We gather here at a time of significance and challenge. This young century has been a difficult one. I will never forget the bright September day, standing at my desk in the White House, when my young assistant said that a plane had hit the World Trade Center — and then a second one — and a third, the Pentagon. And then the news of a fourth, driven into the ground by brave citizens that died so that many others would live. From that day on our sense of vulnerability and our understanding of security would be altered forever.
Then in 2008 the global financial and economic crisis stunned us and still reverberates as unemployment, economic uncertainty and failed policies cast a pall over the American recovery so desperately needed at home and abroad.
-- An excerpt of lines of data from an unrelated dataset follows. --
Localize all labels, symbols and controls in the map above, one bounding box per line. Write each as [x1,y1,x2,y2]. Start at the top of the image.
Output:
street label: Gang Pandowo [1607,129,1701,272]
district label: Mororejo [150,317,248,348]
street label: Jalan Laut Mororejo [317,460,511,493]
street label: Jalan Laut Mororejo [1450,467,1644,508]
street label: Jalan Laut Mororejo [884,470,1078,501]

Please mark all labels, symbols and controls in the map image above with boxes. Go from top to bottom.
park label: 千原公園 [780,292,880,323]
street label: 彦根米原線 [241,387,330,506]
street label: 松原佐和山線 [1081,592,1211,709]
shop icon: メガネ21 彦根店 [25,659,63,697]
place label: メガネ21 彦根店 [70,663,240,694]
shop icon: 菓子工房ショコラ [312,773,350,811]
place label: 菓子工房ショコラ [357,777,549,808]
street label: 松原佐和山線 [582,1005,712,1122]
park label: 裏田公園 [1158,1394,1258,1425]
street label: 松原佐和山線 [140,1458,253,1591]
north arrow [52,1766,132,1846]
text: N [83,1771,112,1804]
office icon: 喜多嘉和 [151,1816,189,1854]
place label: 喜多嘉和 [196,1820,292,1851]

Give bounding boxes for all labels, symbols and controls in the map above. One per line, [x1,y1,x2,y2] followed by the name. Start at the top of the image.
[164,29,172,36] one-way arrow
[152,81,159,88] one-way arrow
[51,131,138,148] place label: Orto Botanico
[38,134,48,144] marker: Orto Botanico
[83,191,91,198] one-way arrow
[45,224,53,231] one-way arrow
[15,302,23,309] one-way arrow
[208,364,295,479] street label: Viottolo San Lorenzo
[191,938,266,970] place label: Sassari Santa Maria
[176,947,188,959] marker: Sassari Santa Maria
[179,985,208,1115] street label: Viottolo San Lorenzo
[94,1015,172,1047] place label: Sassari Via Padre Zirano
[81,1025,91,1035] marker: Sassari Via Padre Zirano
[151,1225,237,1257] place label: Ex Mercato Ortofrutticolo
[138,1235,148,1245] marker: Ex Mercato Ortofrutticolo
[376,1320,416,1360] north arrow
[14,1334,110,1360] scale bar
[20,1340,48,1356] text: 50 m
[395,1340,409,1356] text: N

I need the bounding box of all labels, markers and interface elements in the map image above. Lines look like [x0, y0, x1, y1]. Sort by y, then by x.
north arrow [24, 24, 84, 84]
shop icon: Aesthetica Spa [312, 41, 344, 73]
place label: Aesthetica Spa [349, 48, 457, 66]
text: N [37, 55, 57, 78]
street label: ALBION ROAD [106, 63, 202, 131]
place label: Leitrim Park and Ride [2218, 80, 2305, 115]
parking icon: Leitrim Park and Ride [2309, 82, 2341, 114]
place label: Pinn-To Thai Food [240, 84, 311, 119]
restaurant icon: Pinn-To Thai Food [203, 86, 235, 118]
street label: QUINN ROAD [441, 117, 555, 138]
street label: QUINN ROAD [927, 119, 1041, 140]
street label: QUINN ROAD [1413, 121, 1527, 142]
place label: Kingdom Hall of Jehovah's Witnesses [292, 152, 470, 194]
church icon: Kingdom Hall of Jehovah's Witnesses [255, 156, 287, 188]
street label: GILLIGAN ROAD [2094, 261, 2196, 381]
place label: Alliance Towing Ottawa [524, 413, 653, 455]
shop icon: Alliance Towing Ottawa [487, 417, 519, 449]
And we have seen once again that the desire for freedom is universal — as men and women in the Middle East demand it. Yet, the promise of the Arab Spring is engulfed in uncertainty; internal strife and hostile neighbors are challenging the fragile democracy in Iraq; dictators in Iran and Syria butcher their own people and threaten the security of the region; China and Russia prevent a response; and all wonder, “Where does America stand?”
Indeed that is the question of the moment — “Where does America stand?” When our friends and our foes, alike, do not know the answer to that question — clearly and unambiguously — the world is a chaotic and dangerous place. The U.S. has since the end of World War II had an answer — we stand for free peoples and free markets, we are willing to support and defend them — we will sustain a balance of power that favors freedom.
To be sure, the burdens of leadership have been heavy. I, like you, know the sacrifices that Americans have made — yes including the ultimate sacrifice of many of our bravest. Yet our armed forces remain the sure foundation of liberty. We are fortunate to have men and women who volunteer — they volunteer to defend us on the front lines of freedom. And we owe them our eternal gratitude.
I know too that it has not always been easy — though it has been rewarding — to speak up for those who would otherwise be without a voice — the religious dissident in China; the democracy advocate in Venezuela; the political prisoner in Iran.
It has been hard to muster the resources to support fledgling democracies — or to help the world’s most desperate — the AIDs orphan in Uganda, the refugee fleeing Zimbabwe, the young woman who has been trafficked into the sex trade in Southeast Asia; the world’s poorest in Haiti. Yet this assistance — together with the compassionate works of private charities — people of conscience and people of faith — has shown the soul of our country.
And I know too that there is weariness — a sense that we have carried these burdens long enough. But if we are not inspired to lead again, one of two things will happen — no one will lead and that will foster chaos — or others who do not share our values will fill the vacuum. My fellow Americans, we do not have a choice. We cannot be reluctant to lead — and one cannot lead from behind.